Material for this exercise:
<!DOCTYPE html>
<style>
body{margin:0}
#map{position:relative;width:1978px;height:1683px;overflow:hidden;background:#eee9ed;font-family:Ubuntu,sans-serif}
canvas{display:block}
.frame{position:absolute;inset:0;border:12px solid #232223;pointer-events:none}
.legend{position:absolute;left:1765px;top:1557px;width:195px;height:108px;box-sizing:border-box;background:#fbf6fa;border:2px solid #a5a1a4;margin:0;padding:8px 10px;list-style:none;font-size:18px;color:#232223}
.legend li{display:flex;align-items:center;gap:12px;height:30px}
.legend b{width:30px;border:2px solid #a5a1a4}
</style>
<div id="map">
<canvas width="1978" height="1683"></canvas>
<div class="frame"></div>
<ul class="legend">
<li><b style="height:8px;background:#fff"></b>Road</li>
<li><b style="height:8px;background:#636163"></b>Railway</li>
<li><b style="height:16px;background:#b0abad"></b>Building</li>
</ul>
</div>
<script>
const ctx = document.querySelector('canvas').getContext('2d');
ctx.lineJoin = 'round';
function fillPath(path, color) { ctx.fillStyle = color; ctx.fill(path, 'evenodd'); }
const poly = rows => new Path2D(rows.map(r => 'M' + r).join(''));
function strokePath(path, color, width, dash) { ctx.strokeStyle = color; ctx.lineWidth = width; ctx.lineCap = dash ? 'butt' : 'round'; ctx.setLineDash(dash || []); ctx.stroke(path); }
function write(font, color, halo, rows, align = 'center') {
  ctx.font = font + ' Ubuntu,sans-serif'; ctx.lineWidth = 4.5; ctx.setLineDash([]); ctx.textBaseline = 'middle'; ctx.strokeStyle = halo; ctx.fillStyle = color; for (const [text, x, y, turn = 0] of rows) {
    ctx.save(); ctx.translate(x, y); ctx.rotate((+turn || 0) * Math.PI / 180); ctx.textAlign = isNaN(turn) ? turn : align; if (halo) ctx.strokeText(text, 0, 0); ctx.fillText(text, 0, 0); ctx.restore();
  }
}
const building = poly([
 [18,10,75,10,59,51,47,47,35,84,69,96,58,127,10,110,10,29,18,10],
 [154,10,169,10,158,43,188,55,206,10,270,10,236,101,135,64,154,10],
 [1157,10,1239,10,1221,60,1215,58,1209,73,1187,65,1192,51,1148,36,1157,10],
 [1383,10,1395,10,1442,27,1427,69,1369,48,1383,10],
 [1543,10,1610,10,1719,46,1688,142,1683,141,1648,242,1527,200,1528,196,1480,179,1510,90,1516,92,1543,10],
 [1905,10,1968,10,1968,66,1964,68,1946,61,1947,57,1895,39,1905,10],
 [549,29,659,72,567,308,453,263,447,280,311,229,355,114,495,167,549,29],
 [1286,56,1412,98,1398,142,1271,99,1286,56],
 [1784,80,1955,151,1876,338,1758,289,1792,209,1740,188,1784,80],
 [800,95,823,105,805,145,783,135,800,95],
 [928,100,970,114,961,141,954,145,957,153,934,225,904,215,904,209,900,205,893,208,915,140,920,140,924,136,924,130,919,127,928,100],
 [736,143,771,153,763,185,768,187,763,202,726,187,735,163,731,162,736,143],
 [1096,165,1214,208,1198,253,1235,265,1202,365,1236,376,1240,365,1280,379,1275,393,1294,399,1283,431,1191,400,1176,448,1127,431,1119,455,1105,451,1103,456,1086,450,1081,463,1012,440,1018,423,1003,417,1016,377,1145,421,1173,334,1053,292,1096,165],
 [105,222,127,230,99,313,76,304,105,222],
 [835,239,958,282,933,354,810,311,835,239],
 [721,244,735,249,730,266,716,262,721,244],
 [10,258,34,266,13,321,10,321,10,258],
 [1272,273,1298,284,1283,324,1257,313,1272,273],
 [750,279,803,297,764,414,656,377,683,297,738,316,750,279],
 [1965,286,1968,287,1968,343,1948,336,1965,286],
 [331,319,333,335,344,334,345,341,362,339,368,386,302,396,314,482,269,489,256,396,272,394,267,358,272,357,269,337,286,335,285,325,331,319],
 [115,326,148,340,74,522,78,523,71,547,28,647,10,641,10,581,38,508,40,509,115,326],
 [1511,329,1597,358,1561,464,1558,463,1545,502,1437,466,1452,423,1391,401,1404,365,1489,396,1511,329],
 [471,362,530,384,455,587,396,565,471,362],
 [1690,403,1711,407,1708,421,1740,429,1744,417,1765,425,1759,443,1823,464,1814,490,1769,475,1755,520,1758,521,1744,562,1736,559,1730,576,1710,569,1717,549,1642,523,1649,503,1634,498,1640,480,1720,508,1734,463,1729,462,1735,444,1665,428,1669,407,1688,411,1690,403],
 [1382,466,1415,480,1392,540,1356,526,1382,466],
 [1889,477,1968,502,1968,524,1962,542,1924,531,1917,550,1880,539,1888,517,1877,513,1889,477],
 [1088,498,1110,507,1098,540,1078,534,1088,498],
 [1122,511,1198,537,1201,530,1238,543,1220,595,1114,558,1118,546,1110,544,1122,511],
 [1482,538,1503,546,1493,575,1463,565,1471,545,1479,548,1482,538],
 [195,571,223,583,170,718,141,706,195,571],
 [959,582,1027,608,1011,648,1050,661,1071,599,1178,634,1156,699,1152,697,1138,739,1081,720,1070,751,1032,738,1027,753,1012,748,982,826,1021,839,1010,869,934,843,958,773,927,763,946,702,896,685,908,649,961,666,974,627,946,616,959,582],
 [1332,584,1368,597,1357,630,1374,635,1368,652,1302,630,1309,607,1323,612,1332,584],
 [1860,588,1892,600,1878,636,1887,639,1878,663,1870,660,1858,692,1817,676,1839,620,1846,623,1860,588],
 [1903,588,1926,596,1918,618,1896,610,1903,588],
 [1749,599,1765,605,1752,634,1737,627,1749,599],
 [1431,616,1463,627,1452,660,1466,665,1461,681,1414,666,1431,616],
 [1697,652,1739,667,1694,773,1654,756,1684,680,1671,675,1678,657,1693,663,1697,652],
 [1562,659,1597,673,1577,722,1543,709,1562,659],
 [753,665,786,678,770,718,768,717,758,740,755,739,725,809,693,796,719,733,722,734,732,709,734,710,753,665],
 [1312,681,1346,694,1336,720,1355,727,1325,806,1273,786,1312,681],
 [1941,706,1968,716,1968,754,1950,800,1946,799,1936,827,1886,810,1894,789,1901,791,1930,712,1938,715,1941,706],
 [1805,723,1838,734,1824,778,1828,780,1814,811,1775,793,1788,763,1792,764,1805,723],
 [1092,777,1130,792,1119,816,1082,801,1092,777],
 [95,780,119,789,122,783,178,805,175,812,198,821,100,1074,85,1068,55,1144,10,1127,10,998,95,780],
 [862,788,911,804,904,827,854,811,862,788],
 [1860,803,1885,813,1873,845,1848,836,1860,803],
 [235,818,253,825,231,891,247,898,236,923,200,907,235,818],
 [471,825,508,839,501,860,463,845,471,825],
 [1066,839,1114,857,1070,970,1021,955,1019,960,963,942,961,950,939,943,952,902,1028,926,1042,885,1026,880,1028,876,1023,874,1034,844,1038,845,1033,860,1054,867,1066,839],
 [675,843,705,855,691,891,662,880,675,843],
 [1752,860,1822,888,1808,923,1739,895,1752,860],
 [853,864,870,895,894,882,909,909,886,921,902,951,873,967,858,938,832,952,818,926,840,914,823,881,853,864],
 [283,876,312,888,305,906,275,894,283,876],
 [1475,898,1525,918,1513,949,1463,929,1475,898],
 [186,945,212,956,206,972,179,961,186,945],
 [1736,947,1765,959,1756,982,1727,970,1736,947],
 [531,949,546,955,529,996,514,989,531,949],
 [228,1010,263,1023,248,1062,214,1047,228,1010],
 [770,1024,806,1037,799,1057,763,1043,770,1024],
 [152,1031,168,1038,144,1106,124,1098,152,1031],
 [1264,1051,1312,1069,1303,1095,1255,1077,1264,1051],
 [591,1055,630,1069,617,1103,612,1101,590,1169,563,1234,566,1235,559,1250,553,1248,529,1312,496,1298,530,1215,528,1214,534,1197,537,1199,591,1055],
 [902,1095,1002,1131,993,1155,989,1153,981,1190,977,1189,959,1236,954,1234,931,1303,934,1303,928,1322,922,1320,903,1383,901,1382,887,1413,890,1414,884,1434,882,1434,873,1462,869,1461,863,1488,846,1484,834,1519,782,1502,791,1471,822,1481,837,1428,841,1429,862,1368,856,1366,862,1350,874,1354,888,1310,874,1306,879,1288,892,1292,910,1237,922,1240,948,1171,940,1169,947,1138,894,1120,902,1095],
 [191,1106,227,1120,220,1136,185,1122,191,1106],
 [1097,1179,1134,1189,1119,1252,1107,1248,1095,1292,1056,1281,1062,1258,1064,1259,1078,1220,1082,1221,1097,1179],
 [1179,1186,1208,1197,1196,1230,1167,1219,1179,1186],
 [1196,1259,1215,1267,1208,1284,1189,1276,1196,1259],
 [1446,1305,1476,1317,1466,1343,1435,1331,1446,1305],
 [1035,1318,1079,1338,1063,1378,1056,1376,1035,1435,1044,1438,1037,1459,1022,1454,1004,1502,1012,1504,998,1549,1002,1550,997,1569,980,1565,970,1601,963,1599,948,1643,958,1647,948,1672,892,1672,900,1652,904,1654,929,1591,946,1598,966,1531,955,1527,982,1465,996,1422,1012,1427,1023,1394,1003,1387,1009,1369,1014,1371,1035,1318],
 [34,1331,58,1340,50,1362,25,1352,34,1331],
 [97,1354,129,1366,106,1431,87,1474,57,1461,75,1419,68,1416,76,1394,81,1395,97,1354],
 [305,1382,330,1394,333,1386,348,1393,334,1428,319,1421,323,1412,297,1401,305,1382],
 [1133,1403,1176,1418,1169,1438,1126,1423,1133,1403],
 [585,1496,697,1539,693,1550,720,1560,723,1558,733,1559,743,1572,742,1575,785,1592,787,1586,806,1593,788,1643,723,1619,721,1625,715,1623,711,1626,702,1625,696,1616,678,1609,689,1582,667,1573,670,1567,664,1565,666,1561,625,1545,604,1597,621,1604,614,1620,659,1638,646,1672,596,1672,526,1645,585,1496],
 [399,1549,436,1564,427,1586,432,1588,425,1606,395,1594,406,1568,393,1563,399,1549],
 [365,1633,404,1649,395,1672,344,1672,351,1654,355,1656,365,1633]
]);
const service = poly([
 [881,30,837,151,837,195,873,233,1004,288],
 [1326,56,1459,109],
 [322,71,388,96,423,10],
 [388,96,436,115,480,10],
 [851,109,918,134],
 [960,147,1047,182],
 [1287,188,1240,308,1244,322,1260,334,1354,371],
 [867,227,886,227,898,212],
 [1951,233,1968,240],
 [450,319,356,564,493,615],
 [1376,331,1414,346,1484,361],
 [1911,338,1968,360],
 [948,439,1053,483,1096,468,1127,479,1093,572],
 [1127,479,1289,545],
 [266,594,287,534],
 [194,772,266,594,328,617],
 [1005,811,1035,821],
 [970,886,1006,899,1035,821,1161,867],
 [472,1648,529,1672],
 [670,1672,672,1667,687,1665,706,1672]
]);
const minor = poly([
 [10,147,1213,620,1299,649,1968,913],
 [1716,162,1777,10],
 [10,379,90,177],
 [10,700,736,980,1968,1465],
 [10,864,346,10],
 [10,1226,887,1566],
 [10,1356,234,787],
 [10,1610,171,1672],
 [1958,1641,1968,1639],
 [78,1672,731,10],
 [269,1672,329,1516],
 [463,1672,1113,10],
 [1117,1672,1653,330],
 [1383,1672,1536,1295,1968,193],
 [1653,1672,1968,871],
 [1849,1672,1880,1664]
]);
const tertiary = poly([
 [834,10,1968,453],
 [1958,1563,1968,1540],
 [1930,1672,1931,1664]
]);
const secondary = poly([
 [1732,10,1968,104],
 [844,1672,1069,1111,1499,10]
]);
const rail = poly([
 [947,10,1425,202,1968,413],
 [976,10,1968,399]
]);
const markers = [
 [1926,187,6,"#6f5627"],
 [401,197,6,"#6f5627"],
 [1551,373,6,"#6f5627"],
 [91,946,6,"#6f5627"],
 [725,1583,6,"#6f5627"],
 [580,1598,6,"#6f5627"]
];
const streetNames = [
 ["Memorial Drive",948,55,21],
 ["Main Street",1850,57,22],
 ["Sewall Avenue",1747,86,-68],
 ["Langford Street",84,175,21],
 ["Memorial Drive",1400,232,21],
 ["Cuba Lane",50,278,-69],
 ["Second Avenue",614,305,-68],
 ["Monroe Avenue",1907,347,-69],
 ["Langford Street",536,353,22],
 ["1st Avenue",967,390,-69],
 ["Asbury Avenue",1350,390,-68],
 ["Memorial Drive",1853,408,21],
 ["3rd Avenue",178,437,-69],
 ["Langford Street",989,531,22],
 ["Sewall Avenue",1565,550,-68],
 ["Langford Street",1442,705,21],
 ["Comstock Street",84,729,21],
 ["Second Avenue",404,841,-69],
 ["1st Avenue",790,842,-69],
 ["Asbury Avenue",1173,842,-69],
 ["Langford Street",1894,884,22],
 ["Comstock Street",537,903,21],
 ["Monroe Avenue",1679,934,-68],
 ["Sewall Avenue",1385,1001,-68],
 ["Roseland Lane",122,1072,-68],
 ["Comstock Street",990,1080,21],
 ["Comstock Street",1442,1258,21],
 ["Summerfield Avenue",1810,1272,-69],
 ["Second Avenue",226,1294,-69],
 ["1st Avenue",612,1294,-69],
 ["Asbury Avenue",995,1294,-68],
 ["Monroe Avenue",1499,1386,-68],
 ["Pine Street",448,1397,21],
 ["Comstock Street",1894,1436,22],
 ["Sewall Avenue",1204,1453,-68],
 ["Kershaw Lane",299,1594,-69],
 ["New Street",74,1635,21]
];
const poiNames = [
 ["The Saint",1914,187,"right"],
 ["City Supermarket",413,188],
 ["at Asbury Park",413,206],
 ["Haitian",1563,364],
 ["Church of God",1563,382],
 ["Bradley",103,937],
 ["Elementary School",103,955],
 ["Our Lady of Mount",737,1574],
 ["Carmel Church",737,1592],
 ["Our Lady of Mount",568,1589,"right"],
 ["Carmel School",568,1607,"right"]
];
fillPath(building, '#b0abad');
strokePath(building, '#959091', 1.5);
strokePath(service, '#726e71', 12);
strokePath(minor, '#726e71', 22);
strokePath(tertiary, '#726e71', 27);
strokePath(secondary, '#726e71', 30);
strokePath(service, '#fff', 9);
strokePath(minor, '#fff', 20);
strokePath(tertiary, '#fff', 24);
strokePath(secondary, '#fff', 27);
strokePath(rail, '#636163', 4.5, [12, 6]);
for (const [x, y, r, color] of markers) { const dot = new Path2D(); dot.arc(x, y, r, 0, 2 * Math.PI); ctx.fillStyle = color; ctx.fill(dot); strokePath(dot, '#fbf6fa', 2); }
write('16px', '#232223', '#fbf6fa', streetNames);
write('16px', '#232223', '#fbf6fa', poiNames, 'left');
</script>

--

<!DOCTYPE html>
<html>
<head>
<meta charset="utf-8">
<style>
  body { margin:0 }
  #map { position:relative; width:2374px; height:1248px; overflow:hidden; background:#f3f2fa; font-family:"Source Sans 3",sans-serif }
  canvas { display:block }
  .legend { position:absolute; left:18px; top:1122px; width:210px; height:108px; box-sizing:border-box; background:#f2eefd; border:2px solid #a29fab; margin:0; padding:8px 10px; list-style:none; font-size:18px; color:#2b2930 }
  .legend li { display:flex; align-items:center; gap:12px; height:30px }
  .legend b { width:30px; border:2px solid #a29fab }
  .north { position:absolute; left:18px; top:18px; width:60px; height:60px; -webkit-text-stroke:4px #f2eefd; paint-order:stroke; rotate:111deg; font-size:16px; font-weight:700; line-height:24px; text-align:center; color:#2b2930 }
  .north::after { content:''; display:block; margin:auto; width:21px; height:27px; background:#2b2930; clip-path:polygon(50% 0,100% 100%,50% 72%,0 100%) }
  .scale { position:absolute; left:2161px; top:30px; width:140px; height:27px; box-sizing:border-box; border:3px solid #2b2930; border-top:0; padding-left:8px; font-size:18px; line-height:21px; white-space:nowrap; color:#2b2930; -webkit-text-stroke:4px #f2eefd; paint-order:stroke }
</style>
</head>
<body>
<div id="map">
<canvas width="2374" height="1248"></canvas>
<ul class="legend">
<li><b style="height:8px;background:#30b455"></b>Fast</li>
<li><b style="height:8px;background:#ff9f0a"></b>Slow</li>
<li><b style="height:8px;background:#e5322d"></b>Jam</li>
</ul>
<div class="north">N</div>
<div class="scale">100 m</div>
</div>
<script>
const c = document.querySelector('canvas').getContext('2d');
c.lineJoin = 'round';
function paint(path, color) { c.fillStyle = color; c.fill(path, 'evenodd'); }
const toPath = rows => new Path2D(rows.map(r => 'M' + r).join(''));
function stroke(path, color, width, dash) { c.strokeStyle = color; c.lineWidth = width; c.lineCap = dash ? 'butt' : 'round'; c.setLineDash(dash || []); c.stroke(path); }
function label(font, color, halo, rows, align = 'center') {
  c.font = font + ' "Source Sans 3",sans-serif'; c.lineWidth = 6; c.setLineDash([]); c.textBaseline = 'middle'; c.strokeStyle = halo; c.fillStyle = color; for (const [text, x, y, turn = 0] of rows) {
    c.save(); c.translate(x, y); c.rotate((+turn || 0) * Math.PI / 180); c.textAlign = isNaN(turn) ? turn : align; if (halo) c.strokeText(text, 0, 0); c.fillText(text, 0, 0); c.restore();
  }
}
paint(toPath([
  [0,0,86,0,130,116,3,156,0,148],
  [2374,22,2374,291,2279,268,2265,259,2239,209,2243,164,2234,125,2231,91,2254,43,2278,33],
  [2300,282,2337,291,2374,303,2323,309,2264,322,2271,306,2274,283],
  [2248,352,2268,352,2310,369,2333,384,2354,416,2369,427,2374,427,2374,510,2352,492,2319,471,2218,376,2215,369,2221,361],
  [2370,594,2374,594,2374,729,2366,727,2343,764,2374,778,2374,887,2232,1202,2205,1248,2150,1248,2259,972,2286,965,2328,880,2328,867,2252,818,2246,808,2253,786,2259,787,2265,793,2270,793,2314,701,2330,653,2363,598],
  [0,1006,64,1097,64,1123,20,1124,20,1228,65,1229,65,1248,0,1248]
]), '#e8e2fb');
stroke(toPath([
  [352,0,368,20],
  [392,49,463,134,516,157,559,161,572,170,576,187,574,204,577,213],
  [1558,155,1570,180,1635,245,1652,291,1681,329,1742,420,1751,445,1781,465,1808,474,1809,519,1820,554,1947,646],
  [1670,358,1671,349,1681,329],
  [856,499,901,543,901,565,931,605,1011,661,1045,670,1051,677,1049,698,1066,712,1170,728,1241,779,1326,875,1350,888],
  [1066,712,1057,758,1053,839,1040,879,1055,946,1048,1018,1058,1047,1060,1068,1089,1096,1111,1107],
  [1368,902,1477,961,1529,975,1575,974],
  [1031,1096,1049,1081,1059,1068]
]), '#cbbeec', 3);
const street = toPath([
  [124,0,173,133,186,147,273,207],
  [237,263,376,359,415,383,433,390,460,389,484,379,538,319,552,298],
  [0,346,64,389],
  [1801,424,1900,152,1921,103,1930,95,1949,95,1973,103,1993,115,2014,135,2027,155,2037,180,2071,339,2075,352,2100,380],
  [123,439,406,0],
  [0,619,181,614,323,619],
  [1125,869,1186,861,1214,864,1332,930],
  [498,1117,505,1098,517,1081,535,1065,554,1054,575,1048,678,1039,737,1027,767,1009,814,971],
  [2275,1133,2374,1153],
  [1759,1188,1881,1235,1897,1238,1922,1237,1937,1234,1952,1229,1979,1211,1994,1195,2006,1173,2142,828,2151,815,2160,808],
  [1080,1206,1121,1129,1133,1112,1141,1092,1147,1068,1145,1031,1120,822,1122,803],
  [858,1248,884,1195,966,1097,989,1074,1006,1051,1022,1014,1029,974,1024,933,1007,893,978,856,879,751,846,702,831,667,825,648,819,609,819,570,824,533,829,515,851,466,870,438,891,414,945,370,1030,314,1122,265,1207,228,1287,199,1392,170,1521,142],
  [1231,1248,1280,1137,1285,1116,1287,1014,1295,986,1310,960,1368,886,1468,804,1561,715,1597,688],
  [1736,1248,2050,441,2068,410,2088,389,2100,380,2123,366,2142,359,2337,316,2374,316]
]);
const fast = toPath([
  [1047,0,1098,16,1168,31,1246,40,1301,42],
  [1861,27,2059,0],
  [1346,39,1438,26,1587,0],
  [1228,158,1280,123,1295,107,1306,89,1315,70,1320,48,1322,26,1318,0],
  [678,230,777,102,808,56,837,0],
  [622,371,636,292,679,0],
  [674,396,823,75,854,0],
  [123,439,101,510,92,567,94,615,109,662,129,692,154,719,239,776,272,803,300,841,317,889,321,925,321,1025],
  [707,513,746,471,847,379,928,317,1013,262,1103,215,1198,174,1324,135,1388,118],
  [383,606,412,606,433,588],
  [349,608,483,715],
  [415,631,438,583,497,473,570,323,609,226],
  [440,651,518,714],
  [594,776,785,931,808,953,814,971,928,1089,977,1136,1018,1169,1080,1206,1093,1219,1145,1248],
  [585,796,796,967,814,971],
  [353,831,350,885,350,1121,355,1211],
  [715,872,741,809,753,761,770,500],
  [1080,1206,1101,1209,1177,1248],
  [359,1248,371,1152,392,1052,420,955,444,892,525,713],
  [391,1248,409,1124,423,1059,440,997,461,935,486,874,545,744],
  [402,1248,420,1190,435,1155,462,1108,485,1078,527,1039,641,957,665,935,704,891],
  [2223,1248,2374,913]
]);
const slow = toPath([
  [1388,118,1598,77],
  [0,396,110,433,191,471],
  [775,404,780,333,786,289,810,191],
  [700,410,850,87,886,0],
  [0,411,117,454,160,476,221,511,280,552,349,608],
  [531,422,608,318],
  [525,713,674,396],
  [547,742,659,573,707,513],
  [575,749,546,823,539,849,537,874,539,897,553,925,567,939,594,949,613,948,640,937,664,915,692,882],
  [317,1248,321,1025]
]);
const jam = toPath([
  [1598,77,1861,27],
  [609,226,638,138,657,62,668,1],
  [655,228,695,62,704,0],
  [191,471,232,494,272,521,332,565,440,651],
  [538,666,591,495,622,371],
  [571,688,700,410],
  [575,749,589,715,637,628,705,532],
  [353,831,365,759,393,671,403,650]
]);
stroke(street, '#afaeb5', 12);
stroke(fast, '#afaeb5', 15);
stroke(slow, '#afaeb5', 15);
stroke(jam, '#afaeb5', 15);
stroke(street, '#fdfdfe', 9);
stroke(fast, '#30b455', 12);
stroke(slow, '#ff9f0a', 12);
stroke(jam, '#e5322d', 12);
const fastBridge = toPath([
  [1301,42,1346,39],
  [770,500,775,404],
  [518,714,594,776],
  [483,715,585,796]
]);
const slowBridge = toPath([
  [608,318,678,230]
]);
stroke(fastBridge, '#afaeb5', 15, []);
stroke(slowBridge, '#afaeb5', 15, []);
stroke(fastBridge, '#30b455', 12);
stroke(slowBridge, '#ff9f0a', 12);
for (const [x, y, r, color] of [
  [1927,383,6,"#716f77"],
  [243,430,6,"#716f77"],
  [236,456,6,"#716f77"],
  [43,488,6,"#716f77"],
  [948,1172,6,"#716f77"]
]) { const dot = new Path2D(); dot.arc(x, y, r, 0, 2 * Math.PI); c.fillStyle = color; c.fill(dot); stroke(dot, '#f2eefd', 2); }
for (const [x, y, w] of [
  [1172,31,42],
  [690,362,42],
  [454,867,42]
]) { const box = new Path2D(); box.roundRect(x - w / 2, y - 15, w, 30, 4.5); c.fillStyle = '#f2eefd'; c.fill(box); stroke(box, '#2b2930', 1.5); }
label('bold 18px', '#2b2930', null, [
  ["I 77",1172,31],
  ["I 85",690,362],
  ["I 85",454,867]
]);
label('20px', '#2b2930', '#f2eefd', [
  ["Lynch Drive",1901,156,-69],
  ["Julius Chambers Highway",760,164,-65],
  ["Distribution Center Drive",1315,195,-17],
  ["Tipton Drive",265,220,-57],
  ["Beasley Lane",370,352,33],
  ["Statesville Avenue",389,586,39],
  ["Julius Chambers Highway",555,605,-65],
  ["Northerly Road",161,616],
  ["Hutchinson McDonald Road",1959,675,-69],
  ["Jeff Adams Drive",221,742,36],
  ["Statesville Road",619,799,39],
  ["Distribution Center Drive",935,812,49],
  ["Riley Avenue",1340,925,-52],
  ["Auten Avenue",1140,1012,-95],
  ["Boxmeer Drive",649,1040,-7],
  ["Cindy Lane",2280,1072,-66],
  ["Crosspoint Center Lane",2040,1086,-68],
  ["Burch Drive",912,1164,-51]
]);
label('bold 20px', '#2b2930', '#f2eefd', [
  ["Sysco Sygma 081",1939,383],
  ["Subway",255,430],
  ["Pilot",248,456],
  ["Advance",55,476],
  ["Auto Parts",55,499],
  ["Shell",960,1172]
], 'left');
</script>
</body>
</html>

Description of the task:
If a line of the data holds the string "getContext", list it.

Exercise result:
const ctx = document.querySelector('canvas').getContext('2d');
const c = document.querySelector('canvas').getContext('2d');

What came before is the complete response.